— Work request —
Where the string "evenodd" occurs in a line of the entries below, copy that line.

— Records provided —
== Segment start ==

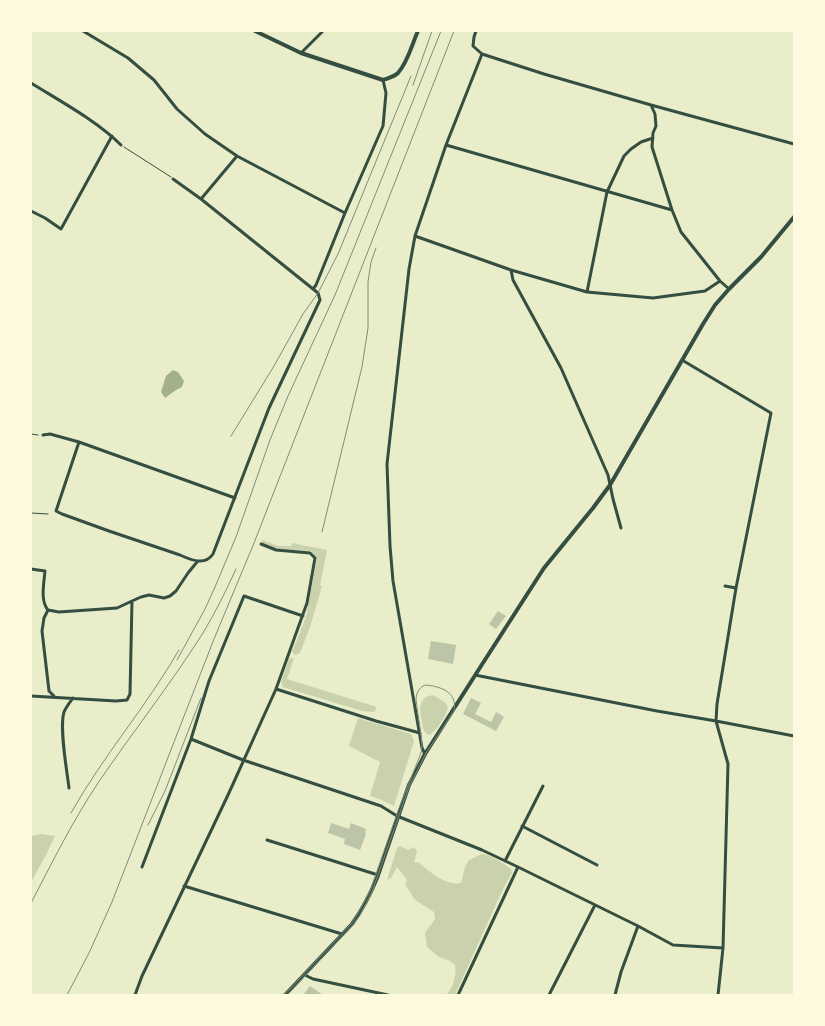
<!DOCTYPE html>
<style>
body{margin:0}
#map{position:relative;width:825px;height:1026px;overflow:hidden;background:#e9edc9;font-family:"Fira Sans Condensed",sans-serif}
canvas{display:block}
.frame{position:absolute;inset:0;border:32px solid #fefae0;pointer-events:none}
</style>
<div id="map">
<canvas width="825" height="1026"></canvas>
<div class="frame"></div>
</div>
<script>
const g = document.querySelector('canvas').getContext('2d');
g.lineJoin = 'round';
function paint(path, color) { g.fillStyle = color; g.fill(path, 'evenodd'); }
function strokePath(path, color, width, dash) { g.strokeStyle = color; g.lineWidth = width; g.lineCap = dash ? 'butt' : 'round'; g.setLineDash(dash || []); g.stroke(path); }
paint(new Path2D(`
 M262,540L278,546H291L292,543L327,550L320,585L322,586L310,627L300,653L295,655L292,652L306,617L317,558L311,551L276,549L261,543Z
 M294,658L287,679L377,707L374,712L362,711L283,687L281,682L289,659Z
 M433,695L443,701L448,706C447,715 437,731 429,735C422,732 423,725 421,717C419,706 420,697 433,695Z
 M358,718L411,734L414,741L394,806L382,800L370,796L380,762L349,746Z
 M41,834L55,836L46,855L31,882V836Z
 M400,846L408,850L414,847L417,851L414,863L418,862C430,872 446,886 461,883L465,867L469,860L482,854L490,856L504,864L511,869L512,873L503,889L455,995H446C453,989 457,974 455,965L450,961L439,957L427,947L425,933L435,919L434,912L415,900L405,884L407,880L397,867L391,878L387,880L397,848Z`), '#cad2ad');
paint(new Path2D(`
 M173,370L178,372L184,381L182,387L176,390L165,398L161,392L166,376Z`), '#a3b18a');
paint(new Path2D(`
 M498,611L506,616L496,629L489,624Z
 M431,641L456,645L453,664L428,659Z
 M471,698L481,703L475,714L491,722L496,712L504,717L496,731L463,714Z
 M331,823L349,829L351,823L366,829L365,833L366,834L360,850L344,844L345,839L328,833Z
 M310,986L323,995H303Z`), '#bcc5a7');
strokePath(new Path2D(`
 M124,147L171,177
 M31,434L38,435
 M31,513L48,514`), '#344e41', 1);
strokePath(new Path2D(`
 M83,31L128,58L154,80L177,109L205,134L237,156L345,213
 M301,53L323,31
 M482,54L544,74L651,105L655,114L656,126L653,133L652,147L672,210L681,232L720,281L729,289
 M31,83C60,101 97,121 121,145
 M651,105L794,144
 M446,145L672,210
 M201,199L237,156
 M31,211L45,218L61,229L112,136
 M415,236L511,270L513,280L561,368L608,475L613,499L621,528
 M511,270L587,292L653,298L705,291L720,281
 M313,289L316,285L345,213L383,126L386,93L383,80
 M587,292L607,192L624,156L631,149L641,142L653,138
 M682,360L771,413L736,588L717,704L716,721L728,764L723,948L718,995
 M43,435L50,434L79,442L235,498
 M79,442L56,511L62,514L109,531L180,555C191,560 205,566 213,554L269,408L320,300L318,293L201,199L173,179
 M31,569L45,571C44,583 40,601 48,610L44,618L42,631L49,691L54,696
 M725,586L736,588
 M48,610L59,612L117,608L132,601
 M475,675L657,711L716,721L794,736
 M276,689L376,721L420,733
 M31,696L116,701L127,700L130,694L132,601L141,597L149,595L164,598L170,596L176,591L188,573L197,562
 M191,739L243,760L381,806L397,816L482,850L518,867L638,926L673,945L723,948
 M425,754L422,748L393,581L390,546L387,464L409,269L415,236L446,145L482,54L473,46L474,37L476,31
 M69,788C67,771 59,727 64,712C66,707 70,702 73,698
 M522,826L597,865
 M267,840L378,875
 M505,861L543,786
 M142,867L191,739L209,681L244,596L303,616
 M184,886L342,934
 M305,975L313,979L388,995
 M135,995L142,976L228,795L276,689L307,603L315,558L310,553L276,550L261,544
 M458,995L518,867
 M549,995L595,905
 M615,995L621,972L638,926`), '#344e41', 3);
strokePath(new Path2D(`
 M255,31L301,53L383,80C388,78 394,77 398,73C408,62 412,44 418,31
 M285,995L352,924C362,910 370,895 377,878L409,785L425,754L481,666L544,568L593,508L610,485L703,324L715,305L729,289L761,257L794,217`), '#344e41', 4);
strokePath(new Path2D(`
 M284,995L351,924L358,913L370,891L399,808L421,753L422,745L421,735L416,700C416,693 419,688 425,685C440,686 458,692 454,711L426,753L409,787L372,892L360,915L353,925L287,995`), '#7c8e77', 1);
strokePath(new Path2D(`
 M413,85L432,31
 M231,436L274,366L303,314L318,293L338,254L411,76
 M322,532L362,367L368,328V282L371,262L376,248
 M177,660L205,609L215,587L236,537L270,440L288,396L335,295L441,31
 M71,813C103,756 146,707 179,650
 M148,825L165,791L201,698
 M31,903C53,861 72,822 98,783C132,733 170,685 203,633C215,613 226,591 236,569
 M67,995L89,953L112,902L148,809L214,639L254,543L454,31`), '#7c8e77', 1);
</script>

== Segment end ==
== Segment start ==

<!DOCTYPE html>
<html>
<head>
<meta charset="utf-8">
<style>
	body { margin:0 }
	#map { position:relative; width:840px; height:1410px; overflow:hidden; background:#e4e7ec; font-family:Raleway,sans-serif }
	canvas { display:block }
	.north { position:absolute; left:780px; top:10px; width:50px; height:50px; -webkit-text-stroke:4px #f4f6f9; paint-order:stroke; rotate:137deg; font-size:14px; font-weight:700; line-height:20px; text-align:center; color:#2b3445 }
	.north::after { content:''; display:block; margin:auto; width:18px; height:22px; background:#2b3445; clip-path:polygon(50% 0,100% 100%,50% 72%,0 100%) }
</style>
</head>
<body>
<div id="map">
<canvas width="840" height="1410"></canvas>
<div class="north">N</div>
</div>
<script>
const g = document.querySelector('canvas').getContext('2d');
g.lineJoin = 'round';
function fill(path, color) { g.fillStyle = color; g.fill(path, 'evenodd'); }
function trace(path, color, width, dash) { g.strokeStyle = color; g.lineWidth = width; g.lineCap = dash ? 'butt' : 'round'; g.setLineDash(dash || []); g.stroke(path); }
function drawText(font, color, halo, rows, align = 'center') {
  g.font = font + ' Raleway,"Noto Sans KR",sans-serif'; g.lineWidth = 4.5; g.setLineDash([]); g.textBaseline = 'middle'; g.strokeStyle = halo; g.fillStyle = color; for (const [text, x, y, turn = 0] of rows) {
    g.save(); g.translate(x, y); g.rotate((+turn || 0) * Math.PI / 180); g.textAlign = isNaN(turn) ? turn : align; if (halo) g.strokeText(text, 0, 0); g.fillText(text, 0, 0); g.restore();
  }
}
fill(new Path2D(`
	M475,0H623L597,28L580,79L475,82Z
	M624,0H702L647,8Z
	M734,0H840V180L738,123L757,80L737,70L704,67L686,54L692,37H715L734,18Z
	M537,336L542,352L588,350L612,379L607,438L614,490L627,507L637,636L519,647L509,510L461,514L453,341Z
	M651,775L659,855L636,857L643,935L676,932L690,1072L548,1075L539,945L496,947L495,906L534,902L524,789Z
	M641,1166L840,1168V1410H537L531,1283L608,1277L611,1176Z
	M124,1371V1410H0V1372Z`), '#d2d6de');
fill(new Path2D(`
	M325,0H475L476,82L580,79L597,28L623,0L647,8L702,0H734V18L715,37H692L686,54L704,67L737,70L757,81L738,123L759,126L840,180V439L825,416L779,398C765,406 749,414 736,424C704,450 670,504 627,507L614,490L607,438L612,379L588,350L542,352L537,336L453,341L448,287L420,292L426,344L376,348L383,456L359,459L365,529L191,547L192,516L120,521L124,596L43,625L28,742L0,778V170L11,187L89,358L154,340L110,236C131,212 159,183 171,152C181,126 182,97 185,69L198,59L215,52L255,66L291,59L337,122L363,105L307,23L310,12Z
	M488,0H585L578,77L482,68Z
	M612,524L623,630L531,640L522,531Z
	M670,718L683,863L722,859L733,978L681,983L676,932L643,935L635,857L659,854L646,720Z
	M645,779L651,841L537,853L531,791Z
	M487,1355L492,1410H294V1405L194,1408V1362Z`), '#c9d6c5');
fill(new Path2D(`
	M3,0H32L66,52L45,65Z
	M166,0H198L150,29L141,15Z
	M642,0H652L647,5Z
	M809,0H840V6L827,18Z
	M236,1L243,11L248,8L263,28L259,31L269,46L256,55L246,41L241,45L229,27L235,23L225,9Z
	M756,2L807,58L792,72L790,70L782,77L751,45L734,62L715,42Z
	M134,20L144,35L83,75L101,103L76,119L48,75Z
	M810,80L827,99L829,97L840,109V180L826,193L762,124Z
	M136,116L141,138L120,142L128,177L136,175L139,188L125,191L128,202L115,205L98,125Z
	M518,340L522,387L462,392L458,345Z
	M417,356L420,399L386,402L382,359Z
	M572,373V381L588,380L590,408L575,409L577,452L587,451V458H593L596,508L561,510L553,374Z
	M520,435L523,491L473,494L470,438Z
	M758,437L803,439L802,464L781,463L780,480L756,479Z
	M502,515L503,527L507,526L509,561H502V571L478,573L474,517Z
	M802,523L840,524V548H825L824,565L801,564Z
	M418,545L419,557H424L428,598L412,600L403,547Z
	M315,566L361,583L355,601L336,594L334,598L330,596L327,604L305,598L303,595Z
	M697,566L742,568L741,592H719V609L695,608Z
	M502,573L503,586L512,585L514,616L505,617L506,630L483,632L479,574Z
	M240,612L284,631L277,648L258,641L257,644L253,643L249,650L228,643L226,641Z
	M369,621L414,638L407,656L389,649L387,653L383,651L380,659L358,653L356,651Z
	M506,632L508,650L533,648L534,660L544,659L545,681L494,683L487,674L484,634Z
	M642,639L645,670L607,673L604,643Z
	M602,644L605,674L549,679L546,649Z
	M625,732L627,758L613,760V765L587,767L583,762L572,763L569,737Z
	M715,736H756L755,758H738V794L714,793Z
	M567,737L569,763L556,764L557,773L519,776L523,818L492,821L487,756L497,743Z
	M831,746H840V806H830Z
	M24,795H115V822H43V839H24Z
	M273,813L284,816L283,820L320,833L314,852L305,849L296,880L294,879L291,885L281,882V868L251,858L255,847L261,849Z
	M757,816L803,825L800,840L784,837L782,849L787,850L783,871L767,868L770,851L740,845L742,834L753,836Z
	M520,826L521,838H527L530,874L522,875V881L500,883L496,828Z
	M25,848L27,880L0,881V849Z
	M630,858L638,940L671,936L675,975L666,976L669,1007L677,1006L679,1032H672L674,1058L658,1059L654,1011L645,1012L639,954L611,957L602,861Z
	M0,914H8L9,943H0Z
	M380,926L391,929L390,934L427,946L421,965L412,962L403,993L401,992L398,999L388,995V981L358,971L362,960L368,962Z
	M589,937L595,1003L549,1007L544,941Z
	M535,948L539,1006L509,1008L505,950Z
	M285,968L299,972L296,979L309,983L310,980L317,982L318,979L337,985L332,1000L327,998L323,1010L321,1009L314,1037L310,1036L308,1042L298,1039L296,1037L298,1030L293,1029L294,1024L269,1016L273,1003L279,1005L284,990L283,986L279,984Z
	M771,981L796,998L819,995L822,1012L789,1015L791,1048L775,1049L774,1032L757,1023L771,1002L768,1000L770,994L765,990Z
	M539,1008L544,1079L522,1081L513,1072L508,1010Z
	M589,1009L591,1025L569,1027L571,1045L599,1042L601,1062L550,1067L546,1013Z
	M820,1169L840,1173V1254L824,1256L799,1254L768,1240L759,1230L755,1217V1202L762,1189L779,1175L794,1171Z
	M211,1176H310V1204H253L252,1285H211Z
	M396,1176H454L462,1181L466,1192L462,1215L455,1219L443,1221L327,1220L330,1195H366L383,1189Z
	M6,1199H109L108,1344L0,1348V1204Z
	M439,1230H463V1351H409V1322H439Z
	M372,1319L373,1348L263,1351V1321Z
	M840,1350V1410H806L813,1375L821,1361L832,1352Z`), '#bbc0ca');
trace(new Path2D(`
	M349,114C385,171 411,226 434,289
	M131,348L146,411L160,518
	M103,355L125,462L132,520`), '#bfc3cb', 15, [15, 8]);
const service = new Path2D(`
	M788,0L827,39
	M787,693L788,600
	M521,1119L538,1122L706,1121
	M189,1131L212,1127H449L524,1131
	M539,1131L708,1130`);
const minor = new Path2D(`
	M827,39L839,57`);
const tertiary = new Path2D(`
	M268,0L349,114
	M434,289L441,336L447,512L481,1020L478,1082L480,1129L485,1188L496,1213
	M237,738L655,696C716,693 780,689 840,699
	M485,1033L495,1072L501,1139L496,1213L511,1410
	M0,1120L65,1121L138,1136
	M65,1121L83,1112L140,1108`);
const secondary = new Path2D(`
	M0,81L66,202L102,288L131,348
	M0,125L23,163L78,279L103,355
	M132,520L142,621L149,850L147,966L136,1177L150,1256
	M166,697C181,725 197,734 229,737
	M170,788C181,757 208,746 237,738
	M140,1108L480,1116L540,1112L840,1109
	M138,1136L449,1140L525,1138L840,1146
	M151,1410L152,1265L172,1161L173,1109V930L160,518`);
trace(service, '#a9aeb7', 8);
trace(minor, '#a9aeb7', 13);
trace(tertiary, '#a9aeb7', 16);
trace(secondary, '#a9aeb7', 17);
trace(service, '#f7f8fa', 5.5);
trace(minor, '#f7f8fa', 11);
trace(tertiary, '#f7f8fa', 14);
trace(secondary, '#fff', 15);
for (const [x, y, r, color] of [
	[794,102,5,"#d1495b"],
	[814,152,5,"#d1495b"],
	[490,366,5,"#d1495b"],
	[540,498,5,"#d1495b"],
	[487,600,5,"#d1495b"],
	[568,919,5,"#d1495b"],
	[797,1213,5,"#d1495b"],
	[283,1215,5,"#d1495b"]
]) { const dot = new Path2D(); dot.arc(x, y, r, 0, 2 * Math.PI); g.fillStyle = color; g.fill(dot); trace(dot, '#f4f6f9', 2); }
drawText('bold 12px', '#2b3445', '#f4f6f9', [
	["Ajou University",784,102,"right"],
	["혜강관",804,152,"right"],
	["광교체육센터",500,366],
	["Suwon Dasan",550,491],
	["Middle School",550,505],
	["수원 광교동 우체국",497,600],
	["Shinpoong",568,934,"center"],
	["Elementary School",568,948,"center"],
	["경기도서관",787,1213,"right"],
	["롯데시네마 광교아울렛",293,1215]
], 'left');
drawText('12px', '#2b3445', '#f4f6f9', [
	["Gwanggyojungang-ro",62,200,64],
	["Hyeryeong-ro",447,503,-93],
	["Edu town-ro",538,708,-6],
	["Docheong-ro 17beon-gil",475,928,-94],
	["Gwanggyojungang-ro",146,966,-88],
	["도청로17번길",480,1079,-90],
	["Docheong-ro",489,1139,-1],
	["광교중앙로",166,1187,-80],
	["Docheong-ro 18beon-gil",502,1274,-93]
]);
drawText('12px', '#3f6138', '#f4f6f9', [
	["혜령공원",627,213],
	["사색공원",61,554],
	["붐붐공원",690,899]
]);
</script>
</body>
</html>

== Segment end ==

— Completed task —
function paint(path, color) { g.fillStyle = color; g.fill(path, 'evenodd'); }
function fill(path, color) { g.fillStyle = color; g.fill(path, 'evenodd'); }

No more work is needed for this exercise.